The Committee has before it a memorandum submitted by the Parliamentary
Commissioner for Standards, investigating complaints against you.
I understand that you would like to make a statement before we
address that report, so we are anxious to hear what you have to
say.
Tony Baldry: Thank you, Sir George.
Can I say to the Committee the following: I have no quarrel with
the Commissioner's report. I have been given the opportunity to
explain my actions and that I have done. My explanations are there
for the Committee and anyone to see. The Commissioner has found
that in certain instances I got it wrong. No one is sorrier than
I for that. Insofar as I got it wrong, I should like to say to
the Committee and, through the Committee, to the House that I
am very sorry. I am grateful to the Commissioner for making it
clear that during the course of his inquiry there has been no
indication whatsoever of my seeking to exploit my position as
Chairman of the International Development Select Committee to
further my private interests. I am also grateful to the Commissioner
for making it clear that, on the evidence, he does not believe
that I set out to exploit my public position for personal advantage.
My letter to the Secretary of State was clearly very poorly written
as it has led to a number of misunderstandings and I have to accept
that, as I wrote the letter, the consequences of those misunderstandings
fall to me. I want to make it very clear that I would not in any
way at any time by either words or actions wish to mislead the
Secretary of State or any of the officials in DFID and I apologised
to Hilary Benn face to face back in April for anything that I
may have got wrong in my letter to him and I am confident that
the Secretary of State accepted that apology in the spirit in
which it was given. Although I am not chairing the Select Committee
in this Parliament, I intend to continue to take a close interest
in international development policy and this Committee can be
confident that, based on the experience of the last four months,
I will be extremely careful about separating my public role from
any private interests.
Chairman: Thank you very much. The Committee
may want to ask you some questions. Mr Dismore?
Q2 Mr Dismore: I would like to ask
you about your relationship with Dr Levy and how it came about.
We have got an account here. You fully accept that Dr Levy is
not one of your constituents. Is he a UK resident?

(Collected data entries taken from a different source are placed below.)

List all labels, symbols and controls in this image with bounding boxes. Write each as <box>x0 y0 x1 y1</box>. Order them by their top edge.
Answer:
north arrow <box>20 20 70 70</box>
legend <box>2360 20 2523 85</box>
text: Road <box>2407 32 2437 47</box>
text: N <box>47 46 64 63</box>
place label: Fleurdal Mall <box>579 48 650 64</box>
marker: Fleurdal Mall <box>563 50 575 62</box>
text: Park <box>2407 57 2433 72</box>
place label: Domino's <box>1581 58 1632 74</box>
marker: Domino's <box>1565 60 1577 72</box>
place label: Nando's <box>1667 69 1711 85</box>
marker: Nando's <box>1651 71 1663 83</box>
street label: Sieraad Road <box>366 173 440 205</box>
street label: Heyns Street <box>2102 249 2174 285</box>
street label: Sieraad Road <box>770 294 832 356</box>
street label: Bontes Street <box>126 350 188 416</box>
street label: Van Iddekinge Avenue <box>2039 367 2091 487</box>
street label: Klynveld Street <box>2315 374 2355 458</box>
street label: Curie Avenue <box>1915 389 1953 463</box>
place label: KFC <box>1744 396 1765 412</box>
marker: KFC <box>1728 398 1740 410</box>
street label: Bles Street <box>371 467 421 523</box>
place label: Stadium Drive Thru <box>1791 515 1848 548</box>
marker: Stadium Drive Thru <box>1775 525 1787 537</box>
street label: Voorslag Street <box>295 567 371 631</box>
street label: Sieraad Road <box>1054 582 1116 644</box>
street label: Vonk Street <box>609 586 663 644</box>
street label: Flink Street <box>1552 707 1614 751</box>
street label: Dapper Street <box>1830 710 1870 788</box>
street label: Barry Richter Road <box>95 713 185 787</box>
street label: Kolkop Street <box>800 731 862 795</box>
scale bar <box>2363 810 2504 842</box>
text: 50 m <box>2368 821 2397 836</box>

Tony Baldry: Firstly, I am very
happy to produce my diary to the Committee, but I do not suppose
there was a day, certainly no more than a couple of days, in the
last Parliament when I did not have people coming to see me about
problems relating to international development in one way or another,
NGOs, groups from overseas, or it might be people concerned about
the Lord's Resistance Army from Uganda one day, an NGO concerned
with health the next. I was approached, as I think the evidence
makes clear, by Stuart Polak, whom I have known for many years,
who is Director of the Conservative Friends of Israel. He, I think,
had discovered from his office that I had a close knowledge of,
and close interest with, Sierra Leone and he asked me if I would
meet what I understood to be business colleagues and business
friends of his who had a problem with Sierra Leone. I am perfectly
happy always to meet people who have a problem and they had a
problem, they had a serious problem. If I can just put the test
like this, if this had not been a private company, if it had been
an NGO who had had similar experiences of having one of their
key people evicted from the country and another person being refused
entry clearance to the country, I think the House and colleagues
would feel it pretty churlish of me if I knew the country well
and I had not sought to help them, so that is what I sought to
do. It was clear to me when they came and saw me that they had
a real problem and most of my life, like most of the lives of
members of this Committee, is problem-solving and this was a problem
which I sought to solve.
Q3 Mr Dismore: That was not really
what I asked you though. I think there is a wealth of difference
between an NGO seeking general help in relation to the Lord's
Resistance Army or something in Uganda and somebody trying to
promote their business interests, but the point I come back to
again is that Dr Levy was not your constituent.
Tony Baldry: No, Dr Levy was not
a constituent.
Q4 Mr Dismore: Do you know whose
constituent he was?
Tony Baldry: No, and, as I say,
I sought to help him
Q5 Mr Dismore: Did you make enquiries
as to whose constituent he was?
Tony Baldry: Can I just answer
the question? I sought to help him because I had a good working
knowledge of Sierra Leone. He had a problem relating to Sierra
Leone and I believed I could help him with that.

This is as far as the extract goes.